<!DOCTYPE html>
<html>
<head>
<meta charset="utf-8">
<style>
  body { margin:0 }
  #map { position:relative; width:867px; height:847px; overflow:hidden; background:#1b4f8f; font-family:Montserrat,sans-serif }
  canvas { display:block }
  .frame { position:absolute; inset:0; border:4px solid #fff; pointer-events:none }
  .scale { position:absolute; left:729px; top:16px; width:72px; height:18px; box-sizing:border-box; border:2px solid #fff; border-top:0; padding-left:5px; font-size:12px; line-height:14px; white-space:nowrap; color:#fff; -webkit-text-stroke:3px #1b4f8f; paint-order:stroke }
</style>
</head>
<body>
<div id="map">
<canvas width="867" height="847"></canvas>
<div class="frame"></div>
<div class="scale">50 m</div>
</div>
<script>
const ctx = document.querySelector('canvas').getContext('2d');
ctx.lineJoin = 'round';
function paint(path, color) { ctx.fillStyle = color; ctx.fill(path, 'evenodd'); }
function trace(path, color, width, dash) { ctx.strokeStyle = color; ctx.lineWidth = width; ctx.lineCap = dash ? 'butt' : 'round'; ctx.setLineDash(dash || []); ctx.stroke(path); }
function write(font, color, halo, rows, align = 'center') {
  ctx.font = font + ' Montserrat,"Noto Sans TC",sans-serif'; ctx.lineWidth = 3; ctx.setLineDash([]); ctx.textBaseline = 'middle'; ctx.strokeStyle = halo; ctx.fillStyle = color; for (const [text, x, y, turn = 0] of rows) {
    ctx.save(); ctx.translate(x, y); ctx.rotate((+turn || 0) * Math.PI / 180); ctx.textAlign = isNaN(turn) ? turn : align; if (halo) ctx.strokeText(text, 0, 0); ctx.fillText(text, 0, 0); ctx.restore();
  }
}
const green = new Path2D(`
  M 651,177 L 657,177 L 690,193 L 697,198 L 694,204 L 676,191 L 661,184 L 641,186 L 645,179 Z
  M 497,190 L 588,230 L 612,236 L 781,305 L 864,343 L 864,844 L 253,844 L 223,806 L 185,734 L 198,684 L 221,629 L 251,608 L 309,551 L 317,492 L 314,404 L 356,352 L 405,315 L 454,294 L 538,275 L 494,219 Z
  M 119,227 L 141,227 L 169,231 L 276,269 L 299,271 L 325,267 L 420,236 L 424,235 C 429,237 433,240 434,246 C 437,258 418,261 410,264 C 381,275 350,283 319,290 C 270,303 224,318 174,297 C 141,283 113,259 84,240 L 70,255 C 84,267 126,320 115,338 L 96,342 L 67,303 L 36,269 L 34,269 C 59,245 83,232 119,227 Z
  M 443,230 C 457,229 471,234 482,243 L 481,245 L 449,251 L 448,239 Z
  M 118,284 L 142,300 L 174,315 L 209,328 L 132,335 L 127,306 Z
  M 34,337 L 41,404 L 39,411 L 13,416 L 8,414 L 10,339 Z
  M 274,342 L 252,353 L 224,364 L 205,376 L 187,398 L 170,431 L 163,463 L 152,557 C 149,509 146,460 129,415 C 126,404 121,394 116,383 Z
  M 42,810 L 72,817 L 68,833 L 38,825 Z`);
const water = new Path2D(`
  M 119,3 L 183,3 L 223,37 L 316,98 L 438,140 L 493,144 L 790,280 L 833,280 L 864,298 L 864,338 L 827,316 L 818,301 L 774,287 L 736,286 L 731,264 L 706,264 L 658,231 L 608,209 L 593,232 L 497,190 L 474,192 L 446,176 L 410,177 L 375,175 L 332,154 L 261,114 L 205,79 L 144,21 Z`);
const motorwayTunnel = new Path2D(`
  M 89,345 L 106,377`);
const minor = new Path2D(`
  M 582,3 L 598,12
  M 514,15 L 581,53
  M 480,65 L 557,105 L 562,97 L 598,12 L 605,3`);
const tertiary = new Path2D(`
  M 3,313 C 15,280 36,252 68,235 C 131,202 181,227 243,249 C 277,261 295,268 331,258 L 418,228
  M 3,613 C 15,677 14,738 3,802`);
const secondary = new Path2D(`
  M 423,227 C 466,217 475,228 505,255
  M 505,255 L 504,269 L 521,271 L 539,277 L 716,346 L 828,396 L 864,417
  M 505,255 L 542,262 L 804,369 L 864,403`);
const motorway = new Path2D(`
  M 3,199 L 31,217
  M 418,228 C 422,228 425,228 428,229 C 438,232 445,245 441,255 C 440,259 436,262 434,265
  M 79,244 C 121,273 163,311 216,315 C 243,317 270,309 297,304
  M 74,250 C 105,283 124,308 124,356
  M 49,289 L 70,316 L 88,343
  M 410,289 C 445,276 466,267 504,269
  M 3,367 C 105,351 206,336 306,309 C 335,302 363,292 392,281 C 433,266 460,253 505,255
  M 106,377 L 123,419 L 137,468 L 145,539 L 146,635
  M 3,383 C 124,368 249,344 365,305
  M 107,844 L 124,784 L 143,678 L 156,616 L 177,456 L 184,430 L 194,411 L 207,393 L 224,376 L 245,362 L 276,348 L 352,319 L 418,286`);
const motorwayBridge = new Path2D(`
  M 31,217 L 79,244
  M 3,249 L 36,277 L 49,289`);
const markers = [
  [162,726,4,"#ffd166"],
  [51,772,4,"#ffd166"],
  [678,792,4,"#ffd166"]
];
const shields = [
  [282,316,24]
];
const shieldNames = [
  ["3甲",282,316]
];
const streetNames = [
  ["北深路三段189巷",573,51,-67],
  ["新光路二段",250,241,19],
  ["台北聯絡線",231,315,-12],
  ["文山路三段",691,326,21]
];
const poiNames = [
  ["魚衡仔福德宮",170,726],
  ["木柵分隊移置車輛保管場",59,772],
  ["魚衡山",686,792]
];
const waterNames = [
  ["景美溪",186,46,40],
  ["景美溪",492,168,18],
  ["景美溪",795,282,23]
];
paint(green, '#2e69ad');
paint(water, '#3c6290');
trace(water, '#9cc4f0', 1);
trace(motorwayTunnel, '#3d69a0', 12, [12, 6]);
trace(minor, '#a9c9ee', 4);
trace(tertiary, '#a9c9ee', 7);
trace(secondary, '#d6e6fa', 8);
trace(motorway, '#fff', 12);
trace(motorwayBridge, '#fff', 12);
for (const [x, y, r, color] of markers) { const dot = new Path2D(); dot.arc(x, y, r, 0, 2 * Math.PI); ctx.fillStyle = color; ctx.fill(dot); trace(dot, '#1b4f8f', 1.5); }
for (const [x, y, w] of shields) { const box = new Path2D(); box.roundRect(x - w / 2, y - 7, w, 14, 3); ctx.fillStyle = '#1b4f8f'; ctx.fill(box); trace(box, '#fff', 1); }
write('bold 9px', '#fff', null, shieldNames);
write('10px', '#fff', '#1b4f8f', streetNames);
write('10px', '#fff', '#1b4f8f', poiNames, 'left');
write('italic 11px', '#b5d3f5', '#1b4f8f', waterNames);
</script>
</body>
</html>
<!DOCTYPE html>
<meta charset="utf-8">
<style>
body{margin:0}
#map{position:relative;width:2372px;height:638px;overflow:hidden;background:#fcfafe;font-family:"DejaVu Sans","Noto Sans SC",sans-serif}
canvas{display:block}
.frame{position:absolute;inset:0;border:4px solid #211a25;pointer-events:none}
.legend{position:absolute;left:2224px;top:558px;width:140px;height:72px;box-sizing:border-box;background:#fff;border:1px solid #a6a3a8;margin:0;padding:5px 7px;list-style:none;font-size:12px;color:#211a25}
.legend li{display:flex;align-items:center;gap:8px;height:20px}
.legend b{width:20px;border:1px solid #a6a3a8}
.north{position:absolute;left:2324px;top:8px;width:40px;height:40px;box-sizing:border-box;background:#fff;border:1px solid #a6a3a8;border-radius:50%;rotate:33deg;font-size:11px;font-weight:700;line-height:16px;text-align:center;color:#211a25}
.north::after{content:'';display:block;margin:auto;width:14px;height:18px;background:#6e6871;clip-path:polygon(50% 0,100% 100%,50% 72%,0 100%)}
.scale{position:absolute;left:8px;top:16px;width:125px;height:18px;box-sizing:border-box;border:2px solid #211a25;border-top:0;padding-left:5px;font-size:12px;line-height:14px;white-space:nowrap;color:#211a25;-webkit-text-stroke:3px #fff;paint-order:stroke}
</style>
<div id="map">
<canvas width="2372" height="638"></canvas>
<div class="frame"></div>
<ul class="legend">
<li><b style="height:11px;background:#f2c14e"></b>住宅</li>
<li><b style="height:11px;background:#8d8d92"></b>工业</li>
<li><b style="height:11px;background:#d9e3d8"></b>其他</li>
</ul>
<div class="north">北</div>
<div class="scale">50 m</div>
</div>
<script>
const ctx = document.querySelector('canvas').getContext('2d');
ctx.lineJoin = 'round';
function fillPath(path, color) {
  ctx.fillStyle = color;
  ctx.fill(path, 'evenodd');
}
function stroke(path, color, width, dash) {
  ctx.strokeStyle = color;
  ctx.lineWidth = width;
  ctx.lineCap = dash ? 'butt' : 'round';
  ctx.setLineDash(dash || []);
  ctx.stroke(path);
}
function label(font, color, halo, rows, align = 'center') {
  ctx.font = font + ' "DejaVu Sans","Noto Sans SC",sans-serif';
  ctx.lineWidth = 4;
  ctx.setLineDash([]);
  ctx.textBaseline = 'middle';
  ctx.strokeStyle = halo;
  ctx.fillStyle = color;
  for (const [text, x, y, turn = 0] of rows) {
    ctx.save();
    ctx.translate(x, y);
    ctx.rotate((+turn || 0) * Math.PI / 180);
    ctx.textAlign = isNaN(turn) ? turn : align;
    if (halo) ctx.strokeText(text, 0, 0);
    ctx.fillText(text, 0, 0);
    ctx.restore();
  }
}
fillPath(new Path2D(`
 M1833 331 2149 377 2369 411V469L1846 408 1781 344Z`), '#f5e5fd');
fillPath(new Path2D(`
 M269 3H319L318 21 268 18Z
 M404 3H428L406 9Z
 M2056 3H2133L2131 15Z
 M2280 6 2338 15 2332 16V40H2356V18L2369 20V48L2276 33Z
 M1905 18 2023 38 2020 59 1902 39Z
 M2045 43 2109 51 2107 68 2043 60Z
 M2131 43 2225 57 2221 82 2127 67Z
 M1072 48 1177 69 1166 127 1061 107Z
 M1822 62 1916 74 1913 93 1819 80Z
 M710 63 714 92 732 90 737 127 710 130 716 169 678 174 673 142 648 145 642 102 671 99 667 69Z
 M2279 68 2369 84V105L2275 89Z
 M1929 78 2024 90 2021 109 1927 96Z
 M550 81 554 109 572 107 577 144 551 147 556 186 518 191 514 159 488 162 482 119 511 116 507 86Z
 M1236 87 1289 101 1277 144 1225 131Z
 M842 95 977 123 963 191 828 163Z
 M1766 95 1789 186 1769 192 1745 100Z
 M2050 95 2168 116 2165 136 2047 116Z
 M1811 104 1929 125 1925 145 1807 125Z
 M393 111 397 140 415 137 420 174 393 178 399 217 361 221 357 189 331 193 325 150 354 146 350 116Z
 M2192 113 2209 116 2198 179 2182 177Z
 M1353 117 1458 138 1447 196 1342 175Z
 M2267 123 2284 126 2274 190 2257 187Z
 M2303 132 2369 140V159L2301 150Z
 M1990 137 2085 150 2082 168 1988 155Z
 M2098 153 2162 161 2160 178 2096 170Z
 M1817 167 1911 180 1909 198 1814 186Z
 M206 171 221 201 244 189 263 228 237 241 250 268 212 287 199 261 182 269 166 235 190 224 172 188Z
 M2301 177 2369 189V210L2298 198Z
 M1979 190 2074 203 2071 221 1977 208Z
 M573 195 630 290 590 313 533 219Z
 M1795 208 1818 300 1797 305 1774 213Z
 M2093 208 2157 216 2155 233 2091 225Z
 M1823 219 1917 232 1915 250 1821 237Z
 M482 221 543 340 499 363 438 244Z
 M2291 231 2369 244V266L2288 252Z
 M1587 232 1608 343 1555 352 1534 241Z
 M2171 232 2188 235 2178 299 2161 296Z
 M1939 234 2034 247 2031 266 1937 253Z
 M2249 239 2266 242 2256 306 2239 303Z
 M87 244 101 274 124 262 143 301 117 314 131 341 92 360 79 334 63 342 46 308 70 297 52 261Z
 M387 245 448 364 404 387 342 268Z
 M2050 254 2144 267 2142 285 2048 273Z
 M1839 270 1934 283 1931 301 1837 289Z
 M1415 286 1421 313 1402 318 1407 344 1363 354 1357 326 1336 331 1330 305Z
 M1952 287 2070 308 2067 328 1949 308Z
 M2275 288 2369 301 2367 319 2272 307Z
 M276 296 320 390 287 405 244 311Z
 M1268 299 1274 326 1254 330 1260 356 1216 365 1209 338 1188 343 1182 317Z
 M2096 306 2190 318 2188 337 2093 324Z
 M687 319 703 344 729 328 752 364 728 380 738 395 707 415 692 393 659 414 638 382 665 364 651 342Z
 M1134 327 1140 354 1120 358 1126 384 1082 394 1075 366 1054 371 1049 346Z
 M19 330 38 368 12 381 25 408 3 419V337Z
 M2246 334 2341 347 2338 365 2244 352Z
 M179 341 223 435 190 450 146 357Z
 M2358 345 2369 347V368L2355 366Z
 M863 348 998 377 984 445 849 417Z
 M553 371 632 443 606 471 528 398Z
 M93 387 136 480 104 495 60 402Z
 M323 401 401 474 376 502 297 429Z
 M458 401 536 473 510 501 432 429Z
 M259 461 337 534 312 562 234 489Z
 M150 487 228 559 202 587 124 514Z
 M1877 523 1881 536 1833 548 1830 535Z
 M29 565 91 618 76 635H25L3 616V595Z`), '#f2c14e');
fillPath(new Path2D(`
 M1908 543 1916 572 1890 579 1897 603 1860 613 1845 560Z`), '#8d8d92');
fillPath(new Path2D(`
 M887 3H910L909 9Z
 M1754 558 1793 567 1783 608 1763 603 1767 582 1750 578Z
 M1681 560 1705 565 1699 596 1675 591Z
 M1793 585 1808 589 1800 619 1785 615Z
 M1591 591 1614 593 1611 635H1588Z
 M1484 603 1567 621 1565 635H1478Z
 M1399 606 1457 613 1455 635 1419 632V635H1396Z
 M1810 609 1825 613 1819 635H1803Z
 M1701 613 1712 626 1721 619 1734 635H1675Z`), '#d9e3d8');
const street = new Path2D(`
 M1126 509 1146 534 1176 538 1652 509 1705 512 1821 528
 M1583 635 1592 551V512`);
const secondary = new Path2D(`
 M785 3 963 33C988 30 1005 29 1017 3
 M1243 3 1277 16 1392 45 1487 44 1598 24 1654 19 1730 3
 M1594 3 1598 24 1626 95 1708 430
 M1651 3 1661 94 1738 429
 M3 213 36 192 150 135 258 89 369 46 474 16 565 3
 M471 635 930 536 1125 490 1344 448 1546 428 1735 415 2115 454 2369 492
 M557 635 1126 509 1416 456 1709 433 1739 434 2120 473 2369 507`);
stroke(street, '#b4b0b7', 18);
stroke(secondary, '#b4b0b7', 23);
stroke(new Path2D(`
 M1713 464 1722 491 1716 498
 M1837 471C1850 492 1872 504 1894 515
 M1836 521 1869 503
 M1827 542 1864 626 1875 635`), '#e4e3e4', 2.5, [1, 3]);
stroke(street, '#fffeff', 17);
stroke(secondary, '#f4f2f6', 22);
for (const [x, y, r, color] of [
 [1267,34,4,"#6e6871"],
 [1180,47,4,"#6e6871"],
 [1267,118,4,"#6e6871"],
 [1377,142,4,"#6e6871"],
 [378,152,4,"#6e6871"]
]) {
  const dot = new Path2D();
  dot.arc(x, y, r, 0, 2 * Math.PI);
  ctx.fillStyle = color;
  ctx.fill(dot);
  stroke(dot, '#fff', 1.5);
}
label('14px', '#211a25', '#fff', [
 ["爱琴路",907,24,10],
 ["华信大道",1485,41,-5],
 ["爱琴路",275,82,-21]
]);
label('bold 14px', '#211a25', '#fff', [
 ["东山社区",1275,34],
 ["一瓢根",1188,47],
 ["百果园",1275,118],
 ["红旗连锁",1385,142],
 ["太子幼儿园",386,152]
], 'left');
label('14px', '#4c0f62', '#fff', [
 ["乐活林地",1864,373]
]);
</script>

━━━━

● **Exercise description**
Only the lines from the one with "stroke(secondary, '#f4f2f6', 22);" through the last line of the material above are to be duplicated, exactly and with both ends kept.

● **Response box**
stroke(secondary, '#f4f2f6', 22);
for (const [x, y, r, color] of [
 [1267,34,4,"#6e6871"],
 [1180,47,4,"#6e6871"],
 [1267,118,4,"#6e6871"],
 [1377,142,4,"#6e6871"],
 [378,152,4,"#6e6871"]
]) {
  const dot = new Path2D();
  dot.arc(x, y, r, 0, 2 * Math.PI);
  ctx.fillStyle = color;
  ctx.fill(dot);
  stroke(dot, '#fff', 1.5);
}
label('14px', '#211a25', '#fff', [
 ["爱琴路",907,24,10],
 ["华信大道",1485,41,-5],
 ["爱琴路",275,82,-21]
]);
label('bold 14px', '#211a25', '#fff', [
 ["东山社区",1275,34],
 ["一瓢根",1188,47],
 ["百果园",1275,118],
 ["红旗连锁",1385,142],
 ["太子幼儿园",386,152]
], 'left');
label('14px', '#4c0f62', '#fff', [
 ["乐活林地",1864,373]
]);
</script>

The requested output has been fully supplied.